- Task goal
Among the records below, find each line that includes the string "fabs" and copy it.

Extracted data entries
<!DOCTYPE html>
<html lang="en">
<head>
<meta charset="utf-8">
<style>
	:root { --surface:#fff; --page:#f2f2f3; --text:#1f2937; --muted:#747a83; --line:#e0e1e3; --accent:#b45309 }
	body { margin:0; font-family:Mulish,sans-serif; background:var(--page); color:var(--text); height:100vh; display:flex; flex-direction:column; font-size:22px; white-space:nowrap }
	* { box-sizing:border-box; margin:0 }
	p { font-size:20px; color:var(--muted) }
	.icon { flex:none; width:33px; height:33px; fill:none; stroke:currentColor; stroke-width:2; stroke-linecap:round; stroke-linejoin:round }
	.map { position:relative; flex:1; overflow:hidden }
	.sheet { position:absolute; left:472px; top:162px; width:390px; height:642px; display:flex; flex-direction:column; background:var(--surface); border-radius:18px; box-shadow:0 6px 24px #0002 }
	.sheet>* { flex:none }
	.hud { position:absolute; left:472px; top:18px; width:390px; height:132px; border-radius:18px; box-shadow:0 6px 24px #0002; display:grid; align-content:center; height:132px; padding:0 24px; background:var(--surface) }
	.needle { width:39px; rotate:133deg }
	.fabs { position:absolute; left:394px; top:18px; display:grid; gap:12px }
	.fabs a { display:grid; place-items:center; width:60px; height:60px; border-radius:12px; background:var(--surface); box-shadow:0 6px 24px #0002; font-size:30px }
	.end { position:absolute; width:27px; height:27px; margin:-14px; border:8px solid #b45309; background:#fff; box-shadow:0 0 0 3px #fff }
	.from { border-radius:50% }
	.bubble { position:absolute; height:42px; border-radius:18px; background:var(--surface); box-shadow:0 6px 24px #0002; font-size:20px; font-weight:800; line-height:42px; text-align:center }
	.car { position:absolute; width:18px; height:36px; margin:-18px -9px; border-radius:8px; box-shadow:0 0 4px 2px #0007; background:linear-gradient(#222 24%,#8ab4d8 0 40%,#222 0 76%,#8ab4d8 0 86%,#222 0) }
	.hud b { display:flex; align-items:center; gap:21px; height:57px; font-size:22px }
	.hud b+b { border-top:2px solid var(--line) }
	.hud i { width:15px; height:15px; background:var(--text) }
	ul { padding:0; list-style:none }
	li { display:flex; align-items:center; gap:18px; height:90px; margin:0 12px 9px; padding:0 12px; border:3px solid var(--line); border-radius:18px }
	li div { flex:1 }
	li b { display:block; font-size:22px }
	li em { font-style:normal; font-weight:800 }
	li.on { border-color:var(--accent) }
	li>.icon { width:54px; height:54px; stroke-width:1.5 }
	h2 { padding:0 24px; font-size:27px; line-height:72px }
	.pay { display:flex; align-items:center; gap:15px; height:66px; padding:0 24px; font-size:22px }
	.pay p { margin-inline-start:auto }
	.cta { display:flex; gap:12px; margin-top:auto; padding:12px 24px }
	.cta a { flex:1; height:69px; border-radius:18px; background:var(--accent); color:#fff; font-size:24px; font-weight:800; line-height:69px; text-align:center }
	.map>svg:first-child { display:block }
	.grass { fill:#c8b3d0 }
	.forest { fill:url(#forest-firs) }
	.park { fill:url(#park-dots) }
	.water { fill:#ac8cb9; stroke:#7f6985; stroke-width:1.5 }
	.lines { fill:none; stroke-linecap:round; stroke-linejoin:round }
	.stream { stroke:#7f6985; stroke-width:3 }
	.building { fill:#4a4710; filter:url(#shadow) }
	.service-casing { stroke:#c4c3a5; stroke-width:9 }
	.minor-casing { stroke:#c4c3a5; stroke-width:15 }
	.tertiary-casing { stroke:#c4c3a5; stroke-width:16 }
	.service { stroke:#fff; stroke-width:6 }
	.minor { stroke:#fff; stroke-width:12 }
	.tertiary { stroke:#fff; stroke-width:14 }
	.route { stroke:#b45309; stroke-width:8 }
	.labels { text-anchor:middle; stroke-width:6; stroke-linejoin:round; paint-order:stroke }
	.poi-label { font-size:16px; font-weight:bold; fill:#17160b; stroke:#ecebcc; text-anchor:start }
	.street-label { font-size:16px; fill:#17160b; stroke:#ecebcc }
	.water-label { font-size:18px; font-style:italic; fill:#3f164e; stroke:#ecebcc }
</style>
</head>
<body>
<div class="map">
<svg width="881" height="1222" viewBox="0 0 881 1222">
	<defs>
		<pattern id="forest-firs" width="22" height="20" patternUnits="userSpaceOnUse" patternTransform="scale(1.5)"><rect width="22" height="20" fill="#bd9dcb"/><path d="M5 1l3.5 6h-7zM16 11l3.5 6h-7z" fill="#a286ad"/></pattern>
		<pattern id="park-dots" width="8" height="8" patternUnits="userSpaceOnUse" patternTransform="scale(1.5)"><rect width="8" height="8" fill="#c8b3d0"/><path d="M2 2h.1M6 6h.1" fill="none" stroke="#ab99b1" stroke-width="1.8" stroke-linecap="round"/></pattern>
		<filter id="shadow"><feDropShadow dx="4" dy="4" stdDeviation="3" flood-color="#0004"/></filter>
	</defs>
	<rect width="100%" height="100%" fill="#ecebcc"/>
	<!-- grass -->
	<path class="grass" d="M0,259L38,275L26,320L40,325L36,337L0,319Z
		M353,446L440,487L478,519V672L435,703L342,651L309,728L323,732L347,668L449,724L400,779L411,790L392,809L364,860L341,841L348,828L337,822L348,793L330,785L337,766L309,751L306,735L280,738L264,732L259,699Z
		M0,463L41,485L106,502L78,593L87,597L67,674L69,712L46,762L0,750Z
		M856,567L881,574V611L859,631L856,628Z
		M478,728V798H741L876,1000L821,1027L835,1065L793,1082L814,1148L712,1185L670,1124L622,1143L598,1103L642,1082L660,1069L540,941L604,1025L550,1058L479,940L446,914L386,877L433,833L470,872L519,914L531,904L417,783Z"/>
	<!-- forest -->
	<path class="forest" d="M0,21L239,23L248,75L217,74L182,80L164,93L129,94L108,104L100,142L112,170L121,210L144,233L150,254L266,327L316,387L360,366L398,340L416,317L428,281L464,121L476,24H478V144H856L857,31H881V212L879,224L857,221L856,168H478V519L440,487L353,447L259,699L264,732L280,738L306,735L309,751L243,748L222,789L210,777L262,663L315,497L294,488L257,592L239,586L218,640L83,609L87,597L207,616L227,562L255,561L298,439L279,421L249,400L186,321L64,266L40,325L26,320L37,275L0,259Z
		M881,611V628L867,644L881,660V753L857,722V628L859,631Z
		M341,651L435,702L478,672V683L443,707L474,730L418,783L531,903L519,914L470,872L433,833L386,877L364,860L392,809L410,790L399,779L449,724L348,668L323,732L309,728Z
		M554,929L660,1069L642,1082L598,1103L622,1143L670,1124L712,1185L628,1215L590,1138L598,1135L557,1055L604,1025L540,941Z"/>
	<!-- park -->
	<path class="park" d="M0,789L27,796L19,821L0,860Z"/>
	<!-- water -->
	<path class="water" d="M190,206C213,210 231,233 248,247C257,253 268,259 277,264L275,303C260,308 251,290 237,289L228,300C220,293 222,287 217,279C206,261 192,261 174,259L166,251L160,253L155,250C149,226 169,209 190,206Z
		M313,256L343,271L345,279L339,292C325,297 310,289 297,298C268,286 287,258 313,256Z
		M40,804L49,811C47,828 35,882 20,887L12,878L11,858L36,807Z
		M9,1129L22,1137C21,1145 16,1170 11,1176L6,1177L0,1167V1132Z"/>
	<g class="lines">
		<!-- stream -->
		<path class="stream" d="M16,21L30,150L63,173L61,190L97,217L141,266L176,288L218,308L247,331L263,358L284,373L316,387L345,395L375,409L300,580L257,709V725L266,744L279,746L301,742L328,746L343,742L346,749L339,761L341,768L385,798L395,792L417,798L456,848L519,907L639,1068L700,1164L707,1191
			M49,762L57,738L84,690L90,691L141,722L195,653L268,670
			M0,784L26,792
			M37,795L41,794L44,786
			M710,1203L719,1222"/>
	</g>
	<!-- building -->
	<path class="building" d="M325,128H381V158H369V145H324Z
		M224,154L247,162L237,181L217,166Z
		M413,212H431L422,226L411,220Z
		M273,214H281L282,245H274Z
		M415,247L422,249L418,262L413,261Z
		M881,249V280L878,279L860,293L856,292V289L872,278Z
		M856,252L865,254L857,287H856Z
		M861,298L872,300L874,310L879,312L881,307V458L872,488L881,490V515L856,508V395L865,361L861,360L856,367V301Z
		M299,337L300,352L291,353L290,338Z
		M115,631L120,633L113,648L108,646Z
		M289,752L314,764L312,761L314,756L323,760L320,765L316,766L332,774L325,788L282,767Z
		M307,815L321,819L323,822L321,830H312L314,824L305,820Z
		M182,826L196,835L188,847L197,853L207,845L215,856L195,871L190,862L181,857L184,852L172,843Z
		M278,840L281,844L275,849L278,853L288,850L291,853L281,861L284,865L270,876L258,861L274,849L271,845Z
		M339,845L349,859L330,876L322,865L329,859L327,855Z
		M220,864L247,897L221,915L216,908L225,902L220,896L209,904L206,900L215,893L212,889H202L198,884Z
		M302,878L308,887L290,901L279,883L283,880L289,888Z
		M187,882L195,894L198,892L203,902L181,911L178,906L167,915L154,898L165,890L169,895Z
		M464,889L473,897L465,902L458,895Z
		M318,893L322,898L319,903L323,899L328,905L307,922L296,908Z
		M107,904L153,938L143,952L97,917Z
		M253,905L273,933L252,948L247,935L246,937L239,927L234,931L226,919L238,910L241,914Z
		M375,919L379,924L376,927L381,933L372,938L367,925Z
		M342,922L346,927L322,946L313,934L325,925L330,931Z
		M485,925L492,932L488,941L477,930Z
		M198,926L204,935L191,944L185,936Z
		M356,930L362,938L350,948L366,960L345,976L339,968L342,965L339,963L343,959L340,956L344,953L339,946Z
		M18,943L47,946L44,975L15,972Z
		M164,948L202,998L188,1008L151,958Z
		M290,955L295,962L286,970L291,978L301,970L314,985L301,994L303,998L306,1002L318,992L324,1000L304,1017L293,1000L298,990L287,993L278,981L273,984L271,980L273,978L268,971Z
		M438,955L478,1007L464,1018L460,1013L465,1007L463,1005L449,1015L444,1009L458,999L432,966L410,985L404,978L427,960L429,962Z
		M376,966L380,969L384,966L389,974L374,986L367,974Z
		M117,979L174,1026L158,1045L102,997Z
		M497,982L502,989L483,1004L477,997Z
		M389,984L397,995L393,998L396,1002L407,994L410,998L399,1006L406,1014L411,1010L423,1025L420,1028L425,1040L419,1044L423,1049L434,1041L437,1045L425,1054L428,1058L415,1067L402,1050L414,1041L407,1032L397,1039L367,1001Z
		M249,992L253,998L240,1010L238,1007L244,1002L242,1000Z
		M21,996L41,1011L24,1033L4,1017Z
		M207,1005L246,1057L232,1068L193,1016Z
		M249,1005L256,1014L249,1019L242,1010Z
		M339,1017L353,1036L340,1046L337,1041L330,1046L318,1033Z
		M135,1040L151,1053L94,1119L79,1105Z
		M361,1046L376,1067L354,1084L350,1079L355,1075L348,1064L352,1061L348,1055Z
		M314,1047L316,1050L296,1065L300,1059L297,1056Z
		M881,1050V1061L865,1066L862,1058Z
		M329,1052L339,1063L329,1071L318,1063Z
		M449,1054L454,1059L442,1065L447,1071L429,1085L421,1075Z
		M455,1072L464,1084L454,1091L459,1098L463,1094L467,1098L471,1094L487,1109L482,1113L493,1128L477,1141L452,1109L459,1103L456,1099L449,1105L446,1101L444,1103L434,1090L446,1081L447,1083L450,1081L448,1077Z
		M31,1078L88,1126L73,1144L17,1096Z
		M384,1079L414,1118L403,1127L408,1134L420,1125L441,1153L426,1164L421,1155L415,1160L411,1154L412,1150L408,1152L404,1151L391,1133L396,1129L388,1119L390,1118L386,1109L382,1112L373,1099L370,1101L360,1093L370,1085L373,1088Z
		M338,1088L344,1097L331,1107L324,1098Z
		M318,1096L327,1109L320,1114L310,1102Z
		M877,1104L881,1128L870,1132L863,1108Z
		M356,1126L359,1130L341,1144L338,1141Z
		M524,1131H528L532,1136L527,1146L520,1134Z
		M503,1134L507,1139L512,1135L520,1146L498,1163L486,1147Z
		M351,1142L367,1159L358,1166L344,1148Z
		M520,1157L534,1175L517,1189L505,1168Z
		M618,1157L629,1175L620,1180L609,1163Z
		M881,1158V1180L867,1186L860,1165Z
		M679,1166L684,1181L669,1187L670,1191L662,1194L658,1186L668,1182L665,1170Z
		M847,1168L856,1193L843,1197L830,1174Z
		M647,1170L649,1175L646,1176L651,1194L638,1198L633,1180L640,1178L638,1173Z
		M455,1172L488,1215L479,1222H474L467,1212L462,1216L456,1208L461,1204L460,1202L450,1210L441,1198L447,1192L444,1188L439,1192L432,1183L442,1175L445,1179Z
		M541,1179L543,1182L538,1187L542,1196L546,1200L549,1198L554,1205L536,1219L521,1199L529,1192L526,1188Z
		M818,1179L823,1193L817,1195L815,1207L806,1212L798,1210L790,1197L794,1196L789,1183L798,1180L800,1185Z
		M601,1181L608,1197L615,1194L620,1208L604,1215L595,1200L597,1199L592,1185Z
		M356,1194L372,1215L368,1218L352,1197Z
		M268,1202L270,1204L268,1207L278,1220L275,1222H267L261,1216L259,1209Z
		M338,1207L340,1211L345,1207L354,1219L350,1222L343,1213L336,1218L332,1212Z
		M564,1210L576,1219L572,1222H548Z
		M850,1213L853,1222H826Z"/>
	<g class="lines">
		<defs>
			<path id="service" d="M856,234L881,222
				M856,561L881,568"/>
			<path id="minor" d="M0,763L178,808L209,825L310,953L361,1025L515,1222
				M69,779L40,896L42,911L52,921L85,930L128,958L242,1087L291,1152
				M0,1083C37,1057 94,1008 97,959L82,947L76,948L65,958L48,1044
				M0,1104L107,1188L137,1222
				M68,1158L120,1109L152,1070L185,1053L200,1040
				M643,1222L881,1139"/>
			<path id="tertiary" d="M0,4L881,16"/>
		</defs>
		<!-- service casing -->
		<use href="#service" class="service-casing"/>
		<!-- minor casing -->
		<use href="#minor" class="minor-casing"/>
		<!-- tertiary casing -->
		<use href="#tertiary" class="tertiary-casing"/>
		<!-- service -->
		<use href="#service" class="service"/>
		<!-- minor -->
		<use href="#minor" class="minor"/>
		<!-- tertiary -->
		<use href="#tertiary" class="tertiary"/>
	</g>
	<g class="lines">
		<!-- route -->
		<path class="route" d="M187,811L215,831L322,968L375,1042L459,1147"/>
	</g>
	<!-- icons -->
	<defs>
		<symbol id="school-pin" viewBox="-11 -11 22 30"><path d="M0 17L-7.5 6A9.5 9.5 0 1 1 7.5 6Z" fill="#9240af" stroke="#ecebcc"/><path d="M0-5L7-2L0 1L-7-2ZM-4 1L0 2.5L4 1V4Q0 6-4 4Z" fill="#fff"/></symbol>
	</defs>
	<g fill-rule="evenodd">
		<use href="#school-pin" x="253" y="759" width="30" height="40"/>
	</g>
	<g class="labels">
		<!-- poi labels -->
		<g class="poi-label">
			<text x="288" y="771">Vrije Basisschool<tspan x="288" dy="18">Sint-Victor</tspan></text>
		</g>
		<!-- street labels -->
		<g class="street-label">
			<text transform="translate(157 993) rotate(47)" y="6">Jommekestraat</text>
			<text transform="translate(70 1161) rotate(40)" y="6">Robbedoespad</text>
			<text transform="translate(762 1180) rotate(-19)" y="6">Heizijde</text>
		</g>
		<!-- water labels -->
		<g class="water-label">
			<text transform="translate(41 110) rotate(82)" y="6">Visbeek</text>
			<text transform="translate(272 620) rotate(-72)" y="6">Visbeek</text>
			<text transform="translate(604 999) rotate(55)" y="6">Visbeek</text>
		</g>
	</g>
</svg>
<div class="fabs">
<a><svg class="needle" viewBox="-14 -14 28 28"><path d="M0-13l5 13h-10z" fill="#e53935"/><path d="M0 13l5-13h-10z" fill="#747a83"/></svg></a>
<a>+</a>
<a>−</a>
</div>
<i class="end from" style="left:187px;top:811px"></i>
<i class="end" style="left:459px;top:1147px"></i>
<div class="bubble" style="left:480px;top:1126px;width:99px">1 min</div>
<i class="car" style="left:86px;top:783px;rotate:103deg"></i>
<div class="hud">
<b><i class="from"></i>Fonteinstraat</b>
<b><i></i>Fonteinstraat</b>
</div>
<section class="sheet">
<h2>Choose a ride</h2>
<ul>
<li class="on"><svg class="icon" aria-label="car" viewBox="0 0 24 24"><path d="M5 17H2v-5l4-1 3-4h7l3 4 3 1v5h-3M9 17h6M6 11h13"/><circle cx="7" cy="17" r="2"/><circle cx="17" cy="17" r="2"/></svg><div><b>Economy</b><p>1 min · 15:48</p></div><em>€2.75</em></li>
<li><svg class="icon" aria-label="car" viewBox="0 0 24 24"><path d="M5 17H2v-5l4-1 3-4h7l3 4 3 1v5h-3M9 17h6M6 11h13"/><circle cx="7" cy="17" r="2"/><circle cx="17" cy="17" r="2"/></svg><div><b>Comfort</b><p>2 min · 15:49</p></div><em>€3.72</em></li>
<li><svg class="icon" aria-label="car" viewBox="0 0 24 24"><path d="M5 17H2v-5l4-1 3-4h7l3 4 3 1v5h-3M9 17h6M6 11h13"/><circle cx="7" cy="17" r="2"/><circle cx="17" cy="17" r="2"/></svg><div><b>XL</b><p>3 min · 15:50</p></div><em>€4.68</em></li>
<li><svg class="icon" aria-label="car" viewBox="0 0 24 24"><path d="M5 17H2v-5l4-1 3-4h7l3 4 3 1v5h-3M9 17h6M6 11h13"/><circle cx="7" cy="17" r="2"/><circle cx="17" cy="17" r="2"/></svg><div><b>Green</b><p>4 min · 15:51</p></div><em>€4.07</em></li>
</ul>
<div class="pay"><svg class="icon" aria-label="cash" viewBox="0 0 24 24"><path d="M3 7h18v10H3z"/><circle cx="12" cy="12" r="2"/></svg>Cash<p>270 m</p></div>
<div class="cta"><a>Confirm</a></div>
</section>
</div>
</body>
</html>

- Problem solution
	.fabs { position:absolute; left:394px; top:18px; display:grid; gap:12px }
	.fabs a { display:grid; place-items:center; width:60px; height:60px; border-radius:12px; background:var(--surface); box-shadow:0 6px 24px #0002; font-size:30px }
<div class="fabs">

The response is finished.